EXERCISE DATA: Begin
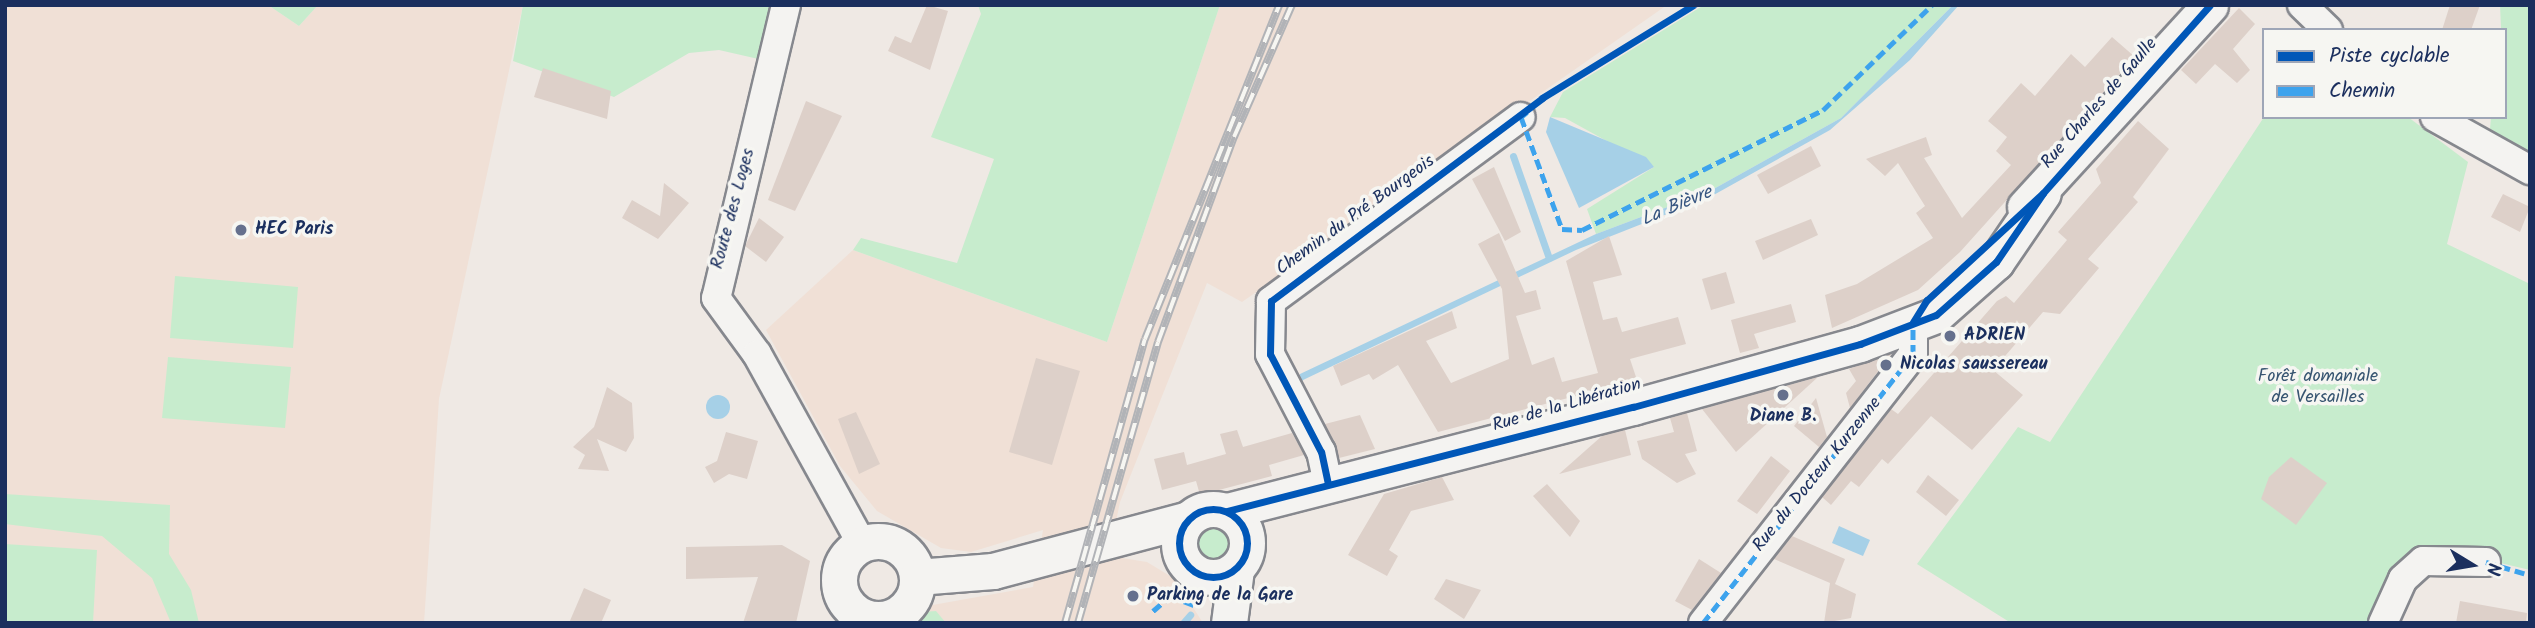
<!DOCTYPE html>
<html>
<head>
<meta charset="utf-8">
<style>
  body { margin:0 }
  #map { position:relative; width:2535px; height:628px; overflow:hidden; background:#efe9e4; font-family:Kalam,sans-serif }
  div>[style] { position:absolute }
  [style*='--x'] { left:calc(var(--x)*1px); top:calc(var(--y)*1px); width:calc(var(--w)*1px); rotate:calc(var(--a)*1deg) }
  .built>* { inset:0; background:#f0e0d6 }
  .green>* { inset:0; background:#c7eccd }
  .round { border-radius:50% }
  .water>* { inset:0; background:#a6d0e7 }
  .stream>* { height:7px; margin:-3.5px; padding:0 3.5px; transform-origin:3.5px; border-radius:3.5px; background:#a6d0e7 }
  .building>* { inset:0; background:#ddd0c9 }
  .roads { filter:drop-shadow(2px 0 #86888e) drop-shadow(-2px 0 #86888e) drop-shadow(0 2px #86888e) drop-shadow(0 -2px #86888e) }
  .minor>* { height:28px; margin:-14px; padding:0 14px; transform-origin:14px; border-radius:14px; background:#f4f3f1 }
  .major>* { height:35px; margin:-17.5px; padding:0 17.5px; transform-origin:17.5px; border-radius:17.5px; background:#f4f3f1 }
  .major>.ring { margin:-17.5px; padding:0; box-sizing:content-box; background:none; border:35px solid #f4f3f1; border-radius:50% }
  .rail>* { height:8px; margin-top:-4px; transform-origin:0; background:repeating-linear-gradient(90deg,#f6f6f2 0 16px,#b1b3b7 0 32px); box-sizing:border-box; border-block:2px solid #b1b3b7 }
  .quiet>* { height:5px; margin-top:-2.5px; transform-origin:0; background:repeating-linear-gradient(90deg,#3da3ed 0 10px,transparent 0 15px) }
  .cycleway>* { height:7px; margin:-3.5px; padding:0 3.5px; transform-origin:3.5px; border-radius:3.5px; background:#0057b8 }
  .cycleway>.ring { margin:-3.5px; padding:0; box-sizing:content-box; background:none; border:7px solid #0057b8; border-radius:50% }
  .dots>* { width:19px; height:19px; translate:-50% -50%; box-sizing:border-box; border:4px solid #f6f6f2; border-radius:50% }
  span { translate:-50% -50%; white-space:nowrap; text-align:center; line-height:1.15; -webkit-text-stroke:7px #f6f6f2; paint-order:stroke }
  .street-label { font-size:18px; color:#1b2f5e }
  .poi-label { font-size:18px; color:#1b2f5e; font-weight:700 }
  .left { translate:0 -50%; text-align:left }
  .park-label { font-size:18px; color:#375571 }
  .water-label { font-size:19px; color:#365580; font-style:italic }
  .frame { position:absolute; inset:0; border:7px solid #1b2f5e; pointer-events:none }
  .legend { position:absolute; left:2262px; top:28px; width:245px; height:91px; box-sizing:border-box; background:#f6f6f2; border:2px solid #9ea6b7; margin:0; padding:9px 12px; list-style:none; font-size:21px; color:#1b2f5e }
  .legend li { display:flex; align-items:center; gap:14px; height:35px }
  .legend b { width:35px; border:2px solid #9ea6b7 }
  .north { position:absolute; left:2437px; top:530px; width:70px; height:70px; -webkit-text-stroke:5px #f6f6f2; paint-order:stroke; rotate:101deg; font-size:19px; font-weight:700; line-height:28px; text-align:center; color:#1b2f5e }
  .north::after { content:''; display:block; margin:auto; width:24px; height:32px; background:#1b2f5e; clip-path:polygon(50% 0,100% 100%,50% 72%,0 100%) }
</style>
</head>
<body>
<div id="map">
  <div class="built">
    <i style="clip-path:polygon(5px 5px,268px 5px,299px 26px,318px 5px,523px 5px,439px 399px,424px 623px,5px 623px)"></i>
    <i style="clip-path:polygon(1220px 5px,1667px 5px,1242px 302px,1207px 283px,1120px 502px,1109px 556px,1147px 562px,1175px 579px,1203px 623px,898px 623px,910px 609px,1033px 587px,1043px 530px,971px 552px,941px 548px,877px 511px,840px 466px,766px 330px,853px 250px,1107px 342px)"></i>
  </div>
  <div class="green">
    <i style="clip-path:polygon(268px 5px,318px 5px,299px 26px)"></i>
    <i style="clip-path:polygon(523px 5px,781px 5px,767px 61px,719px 50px,689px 53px,614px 97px,513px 61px)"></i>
    <i style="clip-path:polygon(978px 5px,1220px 5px,1107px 342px,853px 250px,861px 238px,957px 263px,994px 159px,931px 137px,981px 14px)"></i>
    <i style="clip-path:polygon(1704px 5px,1953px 5px,1841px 118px,1710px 191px,1596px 234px,1587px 209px,1654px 167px,1565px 118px,1550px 117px,1563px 92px)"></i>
    <i style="clip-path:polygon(2500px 5px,2530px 5px,2530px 159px,2490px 129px,2491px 117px,2505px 117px)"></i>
    <i style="clip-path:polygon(2264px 117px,2408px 117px,2468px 162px,2447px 244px,2530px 284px,2530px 570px,2437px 548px,2399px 563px,2371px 623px,2011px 623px,1917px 564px,2018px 427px,2050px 442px)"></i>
    <i style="clip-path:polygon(175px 276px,298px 287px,293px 348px,170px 338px)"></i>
    <i style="clip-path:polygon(168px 357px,291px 367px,285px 428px,162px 418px)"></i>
    <i style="clip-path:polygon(5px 494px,170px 505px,169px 554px,191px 590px,199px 623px,171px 623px,152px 578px,102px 536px,5px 524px)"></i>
    <i class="round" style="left:1194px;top:527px;width:36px;height:36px"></i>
    <i style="clip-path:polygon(5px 544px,97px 550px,93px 623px,5px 623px)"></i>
    <i style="clip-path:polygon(936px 611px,946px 623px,902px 623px,909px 613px)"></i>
  </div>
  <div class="water">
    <i style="clip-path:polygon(1953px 5px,1959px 5px,1910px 60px,1830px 130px,1710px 197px,1576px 250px,1303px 380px,1294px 394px,1300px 374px,1596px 234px,1710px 191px,1841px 118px)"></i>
    <i style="clip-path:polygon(1550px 117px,1646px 157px,1654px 167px,1579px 208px,1546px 132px)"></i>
    <i class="round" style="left:706px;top:395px;width:24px;height:24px"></i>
    <i style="clip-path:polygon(1839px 526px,1870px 540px,1863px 556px,1832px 543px)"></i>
  </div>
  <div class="stream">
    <i style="--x:1513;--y:156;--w:108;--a:70.6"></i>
    <i style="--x:1183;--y:623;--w:11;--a:-49"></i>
  </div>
  <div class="building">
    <i style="clip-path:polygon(927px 5px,948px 11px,930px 70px,888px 51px,895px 36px,911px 43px)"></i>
    <i style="clip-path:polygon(2450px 5px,2480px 5px,2471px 30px,2442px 30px)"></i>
    <i style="clip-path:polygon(2239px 8px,2255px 24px,2233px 49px,2250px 70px,2237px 83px,2215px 64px,2196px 84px,2181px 70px)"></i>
    <i style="clip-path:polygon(2112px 37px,2135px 57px,1960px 252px,1918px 290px,1832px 328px,1825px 295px,1857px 284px,1933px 238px,1916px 213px,1925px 206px,1898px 163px,1885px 176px,1866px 159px,1926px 137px,1932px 155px,1924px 158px,1962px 218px,2011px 165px,1996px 151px,2007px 137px,1988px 121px,2021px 83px,2035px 96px,2071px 54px,2085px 67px)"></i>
    <i style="clip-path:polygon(543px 68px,611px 91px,607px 119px,534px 97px)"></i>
    <i style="clip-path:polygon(806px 101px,842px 116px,795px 211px,768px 200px)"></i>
    <i style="clip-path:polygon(2138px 121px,2169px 149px,2133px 197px,2138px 202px,2088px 259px,2099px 268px,2060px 314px,2043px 312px,1993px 370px,2023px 395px,1972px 450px,1931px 416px,1888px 464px,1882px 459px,1859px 487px,1851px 481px,1831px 505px,1822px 497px,1891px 409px,1898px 414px,1997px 301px,2006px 296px,2014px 303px,2067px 240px,2058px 232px,2101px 183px,2096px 169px)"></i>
    <i style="clip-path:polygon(1811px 146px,1821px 166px,1768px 194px,1757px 175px)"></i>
    <i style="clip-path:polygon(1494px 167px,1521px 232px,1505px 241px,1472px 179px)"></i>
    <i style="clip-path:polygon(664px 183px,689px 203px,658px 239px,622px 218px,632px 200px,660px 216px)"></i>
    <i style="clip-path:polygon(2503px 194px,2530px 207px,2520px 232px,2491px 217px)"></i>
    <i style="clip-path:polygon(759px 218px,784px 237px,766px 262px,745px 246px)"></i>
    <i style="clip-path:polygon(1811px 219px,1818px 235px,1763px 260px,1755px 241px)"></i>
    <i style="clip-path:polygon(1499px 233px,1525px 293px,1536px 290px,1541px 309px,1516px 316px,1532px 365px,1554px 357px,1562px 382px,1598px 373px,1566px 261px,1609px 236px,1622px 275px,1593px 282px,1603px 320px,1617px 317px,1622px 332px,1678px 317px,1686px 344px,1630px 359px,1637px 380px,1438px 432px,1398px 365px,1373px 380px,1369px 374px,1341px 386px,1333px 366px,1452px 311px,1457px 328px,1426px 341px,1451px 383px,1509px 359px,1502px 289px,1478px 244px)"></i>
    <i style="clip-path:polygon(1726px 272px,1735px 303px,1711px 310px,1702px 279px)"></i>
    <i style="clip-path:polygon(1791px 304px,1796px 322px,1754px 334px,1759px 348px,1740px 353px,1731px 320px)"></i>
    <i style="clip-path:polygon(1892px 353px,1850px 408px,1846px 393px,1856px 381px,1849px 369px)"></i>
    <i style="clip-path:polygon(1036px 358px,1080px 371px,1052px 465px,1009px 452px)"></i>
    <i style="clip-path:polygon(1818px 377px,1736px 452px,1702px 409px,1754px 394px)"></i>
    <i style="clip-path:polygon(607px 387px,632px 403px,634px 438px,626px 452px,597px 439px,609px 471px,578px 469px,585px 455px,573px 447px,594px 427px)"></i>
    <i style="clip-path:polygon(1816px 398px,1827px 437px,1819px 447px,1794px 426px)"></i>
    <i style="clip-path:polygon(856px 412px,880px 464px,859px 474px,838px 419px)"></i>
    <i style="clip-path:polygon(1687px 413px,1697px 451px,1685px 454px,1696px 474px,1677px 483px,1642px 459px,1637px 441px,1674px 432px,1670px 418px)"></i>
    <i style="clip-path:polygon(1360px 415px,1375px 449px,1339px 458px,1325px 424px)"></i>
    <i style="clip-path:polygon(1237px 430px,1243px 447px,1292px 433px,1304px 455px,1269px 465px,1272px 476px,1200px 495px,1196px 481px,1162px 490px,1154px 459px,1184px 452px,1187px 465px,1226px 454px,1220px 434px)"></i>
    <i style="clip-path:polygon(1625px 430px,1631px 455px,1559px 474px,1603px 435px)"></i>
    <i style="clip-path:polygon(726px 432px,758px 441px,747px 479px,729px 474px,714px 483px,705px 467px,717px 461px)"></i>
    <i style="clip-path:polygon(1771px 456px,1790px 471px,1757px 514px,1737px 501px)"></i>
    <i style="clip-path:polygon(2291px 457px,2327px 483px,2296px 525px,2261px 499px,2269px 477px)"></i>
    <i style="clip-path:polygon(1928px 475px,1959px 500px,1946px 516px,1916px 492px)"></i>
    <i style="clip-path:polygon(1442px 477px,1454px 500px,1411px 511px,1389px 550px,1398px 556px,1387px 576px,1348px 555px,1384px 494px)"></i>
    <i style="clip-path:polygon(1547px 484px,1580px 521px,1570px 537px,1533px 496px)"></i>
    <i style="clip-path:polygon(1792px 536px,1845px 559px,1835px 584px,1856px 594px,1851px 618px,1824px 623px,1830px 583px,1774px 559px)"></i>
    <i style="clip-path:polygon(782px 545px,810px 561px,796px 623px,743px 623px,758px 577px,686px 579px,686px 547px)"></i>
    <i style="clip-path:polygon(1699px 559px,1721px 573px,1692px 610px,1675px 601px)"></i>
    <i style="clip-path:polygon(1446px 579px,1481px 590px,1464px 619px,1434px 599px)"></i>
    <i style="clip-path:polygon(584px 588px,611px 600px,601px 623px,569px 623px)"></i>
    <i style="clip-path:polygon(2460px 601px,2527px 613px,2526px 623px,2456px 623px)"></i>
  </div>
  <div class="roads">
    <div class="minor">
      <i style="--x:786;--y:5;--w:301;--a:103.4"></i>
      <i style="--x:716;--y:298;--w:69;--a:53.8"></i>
      <i style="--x:757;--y:354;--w:217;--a:61.1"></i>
      <i style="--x:2302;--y:5;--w:36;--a:44"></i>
      <i style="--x:2435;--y:117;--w:109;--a:29.2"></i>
      <i style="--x:1328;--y:484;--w:33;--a:-102"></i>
      <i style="--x:1321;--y:452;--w:110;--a:-117.5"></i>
      <i style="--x:1270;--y:354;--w:53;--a:-88.9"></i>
      <i style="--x:1271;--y:301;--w:310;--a:-36.4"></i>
      <i style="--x:1703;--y:623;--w:341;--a:-52"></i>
      <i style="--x:1913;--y:354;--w:32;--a:-90"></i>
      <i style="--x:2383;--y:623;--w:48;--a:-65.6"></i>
      <i style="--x:2403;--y:579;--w:27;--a:-42"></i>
      <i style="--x:2423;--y:561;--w:63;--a:0.9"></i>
    </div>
    <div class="major">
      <i style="--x:2025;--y:207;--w:274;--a:-47.5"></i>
      <i class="ring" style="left:1179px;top:509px;width:33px;height:33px"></i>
      <i style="--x:1227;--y:511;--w:419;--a:-14.4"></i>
      <i style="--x:1633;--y:407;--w:236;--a:-15.5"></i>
      <i style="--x:1860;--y:344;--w:81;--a:-20.9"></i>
      <i style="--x:1936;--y:315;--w:80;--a:-41.5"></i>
      <i style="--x:1996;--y:262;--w:83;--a:-55.7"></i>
      <i class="ring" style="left:839px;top:541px;width:43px;height:43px"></i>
      <i style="--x:917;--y:577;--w:76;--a:-4.5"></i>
      <i style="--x:993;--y:571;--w:202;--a:-14.9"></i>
      <i style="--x:1229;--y:623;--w:54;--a:-82.6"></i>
    </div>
  </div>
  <div class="rail">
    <i style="--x:1065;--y:623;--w:295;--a:-74.3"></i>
    <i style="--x:1145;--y:339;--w:360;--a:-68.1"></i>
    <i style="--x:1078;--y:623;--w:292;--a:-74.1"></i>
    <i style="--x:1158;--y:342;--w:219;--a:-69.7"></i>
    <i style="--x:1234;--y:137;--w:144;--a:-66.3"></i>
  </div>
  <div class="quiet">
    <i style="--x:1527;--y:112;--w:8;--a:140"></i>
    <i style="--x:1521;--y:117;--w:119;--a:69.9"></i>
    <i style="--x:1562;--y:229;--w:20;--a:3"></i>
    <i style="--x:1582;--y:230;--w:269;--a:-26.5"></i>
    <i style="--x:1823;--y:110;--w:151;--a:-43.9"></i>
    <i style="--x:2486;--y:562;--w:46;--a:16.5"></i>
    <i style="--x:1153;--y:611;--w:23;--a:-41"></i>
    <i style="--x:1170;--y:596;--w:28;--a:21"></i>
    <i style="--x:1703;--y:623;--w:341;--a:-52"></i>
    <i style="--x:1913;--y:354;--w:32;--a:-90"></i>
  </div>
  <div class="cycleway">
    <i style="--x:1913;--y:322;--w:26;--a:-58"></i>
    <i style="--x:1927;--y:300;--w:158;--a:-42.7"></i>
    <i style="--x:2043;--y:193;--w:251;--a:-48.4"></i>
    <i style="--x:1328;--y:484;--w:33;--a:-102"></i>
    <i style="--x:1321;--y:452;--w:110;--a:-117.5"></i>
    <i style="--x:1270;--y:354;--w:53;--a:-88.9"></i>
    <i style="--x:1271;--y:301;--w:339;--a:-36.8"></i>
    <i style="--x:1542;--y:98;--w:177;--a:-31.6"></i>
    <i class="ring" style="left:1179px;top:509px;width:61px;height:61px"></i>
    <i style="--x:1227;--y:511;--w:419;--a:-14.4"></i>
    <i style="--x:1633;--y:407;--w:236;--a:-15.5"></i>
    <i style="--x:1860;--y:344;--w:81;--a:-20.9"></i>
    <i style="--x:1936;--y:315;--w:80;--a:-41.5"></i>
    <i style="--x:1996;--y:262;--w:83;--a:-55.7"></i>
  </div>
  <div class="dots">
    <i style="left:241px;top:230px;background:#65708d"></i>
    <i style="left:1950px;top:336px;background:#65708d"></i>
    <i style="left:1886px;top:365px;background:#65708d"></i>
    <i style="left:1783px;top:395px;background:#65708d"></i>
    <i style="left:1133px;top:596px;background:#65708d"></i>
  </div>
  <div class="street-label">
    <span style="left:2100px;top:104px;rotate:-49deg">Rue Charles de Gaulle</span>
    <span style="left:734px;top:209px;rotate:-75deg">Route des Loges</span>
    <span style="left:1356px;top:216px;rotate:-36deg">Chemin du Pré Bourgeois</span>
    <span style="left:1567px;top:406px;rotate:-16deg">Rue de la Libération</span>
    <span style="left:1818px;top:475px;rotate:-51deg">Rue du Docteur Kurzenne</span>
  </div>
  <div class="poi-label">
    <span class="left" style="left:255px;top:230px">HEC Paris</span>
    <span class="left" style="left:1964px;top:336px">ADRIEN</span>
    <span class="left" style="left:1900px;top:365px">Nicolas saussereau</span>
    <span style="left:1783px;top:417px">Diane B.</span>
    <span class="left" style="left:1147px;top:596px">Parking de la Gare</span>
  </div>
  <div class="park-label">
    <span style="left:2318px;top:388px">Forêt domaniale<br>de Versailles</span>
  </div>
  <div class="water-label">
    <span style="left:1677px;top:207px;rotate:-23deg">La Bièvre</span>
  </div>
  <div class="frame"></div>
  <ul class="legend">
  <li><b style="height:9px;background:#0057b8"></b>Piste cyclable</li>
  <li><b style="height:9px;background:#3da3ed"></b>Chemin</li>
  </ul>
  <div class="north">N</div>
</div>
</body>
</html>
EXERCISE DATA: End
## PROBLEM REQUIREMENTS:
Of the lines above, copy each that contains "stream".

## YOUR SOLUTION:
  .stream>* { height:7px; margin:-3.5px; padding:0 3.5px; transform-origin:3.5px; border-radius:3.5px; background:#a6d0e7 }
  <div class="stream">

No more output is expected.